*** Opening of DATA TO EXAMINE ***
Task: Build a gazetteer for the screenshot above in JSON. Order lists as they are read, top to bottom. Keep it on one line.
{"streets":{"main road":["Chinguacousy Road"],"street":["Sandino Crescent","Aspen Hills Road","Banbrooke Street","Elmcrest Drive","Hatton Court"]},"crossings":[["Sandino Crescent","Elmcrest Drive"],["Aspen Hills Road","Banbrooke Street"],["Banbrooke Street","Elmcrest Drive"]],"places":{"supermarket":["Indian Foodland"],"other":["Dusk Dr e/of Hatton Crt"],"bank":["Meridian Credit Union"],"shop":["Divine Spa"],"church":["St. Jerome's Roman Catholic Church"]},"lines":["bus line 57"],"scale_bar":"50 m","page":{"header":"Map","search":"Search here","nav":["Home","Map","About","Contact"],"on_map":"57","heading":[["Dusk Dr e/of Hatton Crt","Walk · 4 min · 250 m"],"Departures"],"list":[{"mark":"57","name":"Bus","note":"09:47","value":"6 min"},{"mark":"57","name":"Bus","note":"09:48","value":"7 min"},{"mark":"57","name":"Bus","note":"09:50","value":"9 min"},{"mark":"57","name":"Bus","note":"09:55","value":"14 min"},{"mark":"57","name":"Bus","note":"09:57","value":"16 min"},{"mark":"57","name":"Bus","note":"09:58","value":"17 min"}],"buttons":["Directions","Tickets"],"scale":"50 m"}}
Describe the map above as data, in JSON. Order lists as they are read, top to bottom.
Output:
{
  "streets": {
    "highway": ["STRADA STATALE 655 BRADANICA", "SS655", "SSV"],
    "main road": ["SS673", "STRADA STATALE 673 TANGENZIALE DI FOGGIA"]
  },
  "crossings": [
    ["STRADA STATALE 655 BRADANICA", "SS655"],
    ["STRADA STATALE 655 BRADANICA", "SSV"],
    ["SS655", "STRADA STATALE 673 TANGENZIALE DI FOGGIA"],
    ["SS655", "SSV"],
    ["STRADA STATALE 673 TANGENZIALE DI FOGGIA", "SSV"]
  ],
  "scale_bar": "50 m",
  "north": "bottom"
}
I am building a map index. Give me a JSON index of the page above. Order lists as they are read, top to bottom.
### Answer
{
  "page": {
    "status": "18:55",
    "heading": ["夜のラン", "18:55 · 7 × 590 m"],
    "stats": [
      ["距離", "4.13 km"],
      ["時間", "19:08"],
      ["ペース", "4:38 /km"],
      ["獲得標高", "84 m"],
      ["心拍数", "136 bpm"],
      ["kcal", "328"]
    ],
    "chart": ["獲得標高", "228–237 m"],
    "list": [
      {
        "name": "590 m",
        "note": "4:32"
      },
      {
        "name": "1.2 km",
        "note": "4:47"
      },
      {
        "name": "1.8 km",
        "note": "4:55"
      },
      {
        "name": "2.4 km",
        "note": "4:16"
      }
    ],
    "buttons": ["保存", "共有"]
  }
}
*** Close of DATA TO EXAMINE ***
### EXERCISE
The expected response is the full data, reproduced exactly.

### TASK RESULT
Task: Build a gazetteer for the screenshot above in JSON. Order lists as they are read, top to bottom. Keep it on one line.
{"streets":{"main road":["Chinguacousy Road"],"street":["Sandino Crescent","Aspen Hills Road","Banbrooke Street","Elmcrest Drive","Hatton Court"]},"crossings":[["Sandino Crescent","Elmcrest Drive"],["Aspen Hills Road","Banbrooke Street"],["Banbrooke Street","Elmcrest Drive"]],"places":{"supermarket":["Indian Foodland"],"other":["Dusk Dr e/of Hatton Crt"],"bank":["Meridian Credit Union"],"shop":["Divine Spa"],"church":["St. Jerome's Roman Catholic Church"]},"lines":["bus line 57"],"scale_bar":"50 m","page":{"header":"Map","search":"Search here","nav":["Home","Map","About","Contact"],"on_map":"57","heading":[["Dusk Dr e/of Hatton Crt","Walk · 4 min · 250 m"],"Departures"],"list":[{"mark":"57","name":"Bus","note":"09:47","value":"6 min"},{"mark":"57","name":"Bus","note":"09:48","value":"7 min"},{"mark":"57","name":"Bus","note":"09:50","value":"9 min"},{"mark":"57","name":"Bus","note":"09:55","value":"14 min"},{"mark":"57","name":"Bus","note":"09:57","value":"16 min"},{"mark":"57","name":"Bus","note":"09:58","value":"17 min"}],"buttons":["Directions","Tickets"],"scale":"50 m"}}
Describe the map above as data, in JSON. Order lists as they are read, top to bottom.
Output:
{
  "streets": {
    "highway": ["STRADA STATALE 655 BRADANICA", "SS655", "SSV"],
    "main road": ["SS673", "STRADA STATALE 673 TANGENZIALE DI FOGGIA"]
  },
  "crossings": [
    ["STRADA STATALE 655 BRADANICA", "SS655"],
    ["STRADA STATALE 655 BRADANICA", "SSV"],
    ["SS655", "STRADA STATALE 673 TANGENZIALE DI FOGGIA"],
    ["SS655", "SSV"],
    ["STRADA STATALE 673 TANGENZIALE DI FOGGIA", "SSV"]
  ],
  "scale_bar": "50 m",
  "north": "bottom"
}
I am building a map index. Give me a JSON index of the page above. Order lists as they are read, top to bottom.
### Answer
{
  "page": {
    "status": "18:55",
    "heading": ["夜のラン", "18:55 · 7 × 590 m"],
    "stats": [
      ["距離", "4.13 km"],
      ["時間", "19:08"],
      ["ペース", "4:38 /km"],
      ["獲得標高", "84 m"],
      ["心拍数", "136 bpm"],
      ["kcal", "328"]
    ],
    "chart": ["獲得標高", "228–237 m"],
    "list": [
      {
        "name": "590 m",
        "note": "4:32"
      },
      {
        "name": "1.2 km",
        "note": "4:47"
      },
      {
        "name": "1.8 km",
        "note": "4:55"
      },
      {
        "name": "2.4 km",
        "note": "4:16"
      }
    ],
    "buttons": ["保存", "共有"]
  }
}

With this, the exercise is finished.